Platforms should view stocks and other assets not as competitors to crypto, but simply as part of the overall financial landscape they are helping their users access. A more diverse set of services reflects the rapidly-changing personal financial sector, especially as government bodies consider regulating crypto and more established big players—including Fidelity, which recently said it would offer bitcoin as part of its retirement saving plans—begin offering crypto and crypto-related services. Just as financial companies that resist crypto today are seen as falling behind, today’s crypto platforms that don’t offer other assets will also fall behind.

Embrace smart trading tools

Crypto trading platforms have been among the leaders in offering advanced trading tools to retail investors. Long used by institutions like hedge funds, advanced tools like algorithmic trading are key to helping investors navigate volatile markets. Academic studies have found that the volatility of crypto markets is especially suitable for algorithmic trading, and these can outperform traditional buy-and-hold strategies.

These advanced trading tools aim to not only offer higher returns but also provide convenient and personalized services for users, enabling them to automate trading and set risk levels of their choosing. Crypto platforms that want to remain relevant need to offer these advanced tools not just for cryptocurrencies, but also for other asset classes, like equities.

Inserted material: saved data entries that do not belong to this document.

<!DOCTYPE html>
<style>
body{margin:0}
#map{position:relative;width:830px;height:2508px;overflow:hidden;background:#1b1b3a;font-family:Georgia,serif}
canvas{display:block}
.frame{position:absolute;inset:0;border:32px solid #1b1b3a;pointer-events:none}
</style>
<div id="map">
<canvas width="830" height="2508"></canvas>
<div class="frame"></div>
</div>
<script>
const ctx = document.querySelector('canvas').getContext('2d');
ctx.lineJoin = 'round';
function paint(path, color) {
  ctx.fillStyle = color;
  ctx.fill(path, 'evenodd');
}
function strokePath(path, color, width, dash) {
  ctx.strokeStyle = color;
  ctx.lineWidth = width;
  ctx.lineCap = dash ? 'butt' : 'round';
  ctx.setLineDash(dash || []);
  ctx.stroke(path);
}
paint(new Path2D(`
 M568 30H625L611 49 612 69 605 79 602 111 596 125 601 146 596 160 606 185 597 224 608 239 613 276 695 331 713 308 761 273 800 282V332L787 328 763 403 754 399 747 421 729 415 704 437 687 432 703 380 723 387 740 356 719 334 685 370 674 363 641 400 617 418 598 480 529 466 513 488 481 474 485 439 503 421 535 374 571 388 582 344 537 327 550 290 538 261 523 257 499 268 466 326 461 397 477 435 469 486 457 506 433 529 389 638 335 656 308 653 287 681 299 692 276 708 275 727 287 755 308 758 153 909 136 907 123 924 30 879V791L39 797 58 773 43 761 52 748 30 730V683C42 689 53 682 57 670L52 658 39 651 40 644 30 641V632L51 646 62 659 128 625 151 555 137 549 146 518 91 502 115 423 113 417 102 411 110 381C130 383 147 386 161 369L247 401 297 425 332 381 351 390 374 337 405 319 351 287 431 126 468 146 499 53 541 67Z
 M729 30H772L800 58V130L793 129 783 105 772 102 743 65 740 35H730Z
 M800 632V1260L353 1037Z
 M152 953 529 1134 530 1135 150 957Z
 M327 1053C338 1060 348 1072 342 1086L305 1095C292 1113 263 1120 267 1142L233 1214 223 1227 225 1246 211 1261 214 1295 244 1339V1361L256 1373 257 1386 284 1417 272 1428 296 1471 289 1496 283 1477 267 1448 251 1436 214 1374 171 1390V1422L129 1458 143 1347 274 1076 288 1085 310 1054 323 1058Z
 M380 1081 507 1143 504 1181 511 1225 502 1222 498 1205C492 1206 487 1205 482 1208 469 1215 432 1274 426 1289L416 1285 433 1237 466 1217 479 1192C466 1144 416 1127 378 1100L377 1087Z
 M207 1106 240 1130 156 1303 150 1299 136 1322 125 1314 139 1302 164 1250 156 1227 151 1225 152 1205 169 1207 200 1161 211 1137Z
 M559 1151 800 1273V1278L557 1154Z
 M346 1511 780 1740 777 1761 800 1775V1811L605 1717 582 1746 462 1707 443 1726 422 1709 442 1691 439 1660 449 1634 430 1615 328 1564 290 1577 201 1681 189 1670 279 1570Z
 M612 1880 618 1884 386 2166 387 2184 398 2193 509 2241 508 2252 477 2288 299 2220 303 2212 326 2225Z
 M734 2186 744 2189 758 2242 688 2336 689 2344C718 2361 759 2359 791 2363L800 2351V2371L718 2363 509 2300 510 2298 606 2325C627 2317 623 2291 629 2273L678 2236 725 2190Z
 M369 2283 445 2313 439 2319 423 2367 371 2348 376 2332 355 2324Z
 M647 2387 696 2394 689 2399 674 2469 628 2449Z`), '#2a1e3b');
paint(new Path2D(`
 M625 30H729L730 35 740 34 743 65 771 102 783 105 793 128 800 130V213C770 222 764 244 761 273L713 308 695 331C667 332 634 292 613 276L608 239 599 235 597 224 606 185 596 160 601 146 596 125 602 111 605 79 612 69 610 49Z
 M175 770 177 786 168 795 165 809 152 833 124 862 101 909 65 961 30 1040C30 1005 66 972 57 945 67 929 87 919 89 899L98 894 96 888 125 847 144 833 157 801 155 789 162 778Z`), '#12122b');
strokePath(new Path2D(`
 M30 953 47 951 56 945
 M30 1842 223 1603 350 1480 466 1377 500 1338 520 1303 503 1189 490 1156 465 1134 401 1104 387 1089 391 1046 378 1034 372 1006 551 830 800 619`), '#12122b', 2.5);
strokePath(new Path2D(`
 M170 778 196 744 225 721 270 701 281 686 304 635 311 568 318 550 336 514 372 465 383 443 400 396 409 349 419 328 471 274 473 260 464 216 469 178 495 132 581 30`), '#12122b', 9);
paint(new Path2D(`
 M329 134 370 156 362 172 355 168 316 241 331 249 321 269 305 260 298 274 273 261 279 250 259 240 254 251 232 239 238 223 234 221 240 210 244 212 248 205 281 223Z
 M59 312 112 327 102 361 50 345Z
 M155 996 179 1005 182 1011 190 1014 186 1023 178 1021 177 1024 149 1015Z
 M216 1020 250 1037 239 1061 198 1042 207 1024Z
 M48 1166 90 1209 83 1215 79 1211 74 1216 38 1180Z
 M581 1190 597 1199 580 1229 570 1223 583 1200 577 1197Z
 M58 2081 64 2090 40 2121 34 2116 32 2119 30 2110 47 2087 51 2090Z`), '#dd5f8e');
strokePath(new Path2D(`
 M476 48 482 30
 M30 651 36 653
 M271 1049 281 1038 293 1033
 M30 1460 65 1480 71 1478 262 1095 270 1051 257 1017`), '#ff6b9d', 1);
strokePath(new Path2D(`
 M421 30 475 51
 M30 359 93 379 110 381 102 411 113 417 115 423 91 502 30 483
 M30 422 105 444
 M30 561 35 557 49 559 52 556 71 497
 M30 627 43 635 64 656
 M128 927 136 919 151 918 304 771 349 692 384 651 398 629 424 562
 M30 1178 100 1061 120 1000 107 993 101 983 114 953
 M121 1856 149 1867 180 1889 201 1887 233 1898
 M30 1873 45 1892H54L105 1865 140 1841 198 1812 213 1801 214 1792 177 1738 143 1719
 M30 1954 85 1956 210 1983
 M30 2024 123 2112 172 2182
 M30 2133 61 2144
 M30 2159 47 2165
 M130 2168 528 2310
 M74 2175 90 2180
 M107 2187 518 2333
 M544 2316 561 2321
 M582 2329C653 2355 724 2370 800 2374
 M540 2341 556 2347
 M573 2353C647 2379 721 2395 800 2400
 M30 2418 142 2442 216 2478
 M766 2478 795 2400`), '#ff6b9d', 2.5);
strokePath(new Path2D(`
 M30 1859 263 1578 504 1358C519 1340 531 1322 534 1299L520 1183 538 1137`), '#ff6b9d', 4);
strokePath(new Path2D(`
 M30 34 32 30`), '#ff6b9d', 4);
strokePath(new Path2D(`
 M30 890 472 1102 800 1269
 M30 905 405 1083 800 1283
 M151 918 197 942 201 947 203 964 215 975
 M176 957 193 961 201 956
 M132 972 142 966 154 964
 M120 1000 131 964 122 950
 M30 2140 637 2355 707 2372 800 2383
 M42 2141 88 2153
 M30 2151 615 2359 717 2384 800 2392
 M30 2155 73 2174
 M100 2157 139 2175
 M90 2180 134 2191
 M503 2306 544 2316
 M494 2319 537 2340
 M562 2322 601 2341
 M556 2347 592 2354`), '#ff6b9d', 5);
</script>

In addition, algorithms and other AI-based technologies can also help maintain balance and seat risk levels not just in one asset, but in someone’s overall portfolio. For example, systems could automatically divert funds into different asset classes, including into stocks and crypto, depending on market conditions, offering an overall smart investment toolkit. This can be a valuable way for platforms to differentiate themselves in a crowded market, where perks like free trades are no longer enough to attract users.

Explore creative savings and wealth-building programs

Crypto platforms looking to diversify should also think about including mechanisms for saving and wealth management. It is true that crypto trading has long been something that is very much about the excitement in the present moment. But this is changing as crypto becomes more integrated into people’s financial lives. A savings element could become important as users shift more of their platforms in order to invest in other assets like stocks.

Building on the creativity and tech-savviness that won them fast growth and success, especially among younger consumers, today’s crypto platforms can explore different possibilities for savings or wealth management. Programs could include rounding up the money put into trades to the closest dollar, and then funneling the rounded-up amount into a longer-term investment. Coupled with trading platforms, there are endless possibilities for creative savings or longer-term financial planning schemes. With fears of recession or economic downturn looming, this is an especially appropriate moment to provide savings or other long-term investing options. Platforms could also offer carbon offsets and other sustainability efforts.

Despite what happens to value or volumes on crypto markets, crypto platforms will benefit and better serve their customers by adding new services and features. Not only will it help expand business today, but will prepare platforms for the future, when crypto is simply one piece of the wider financial world.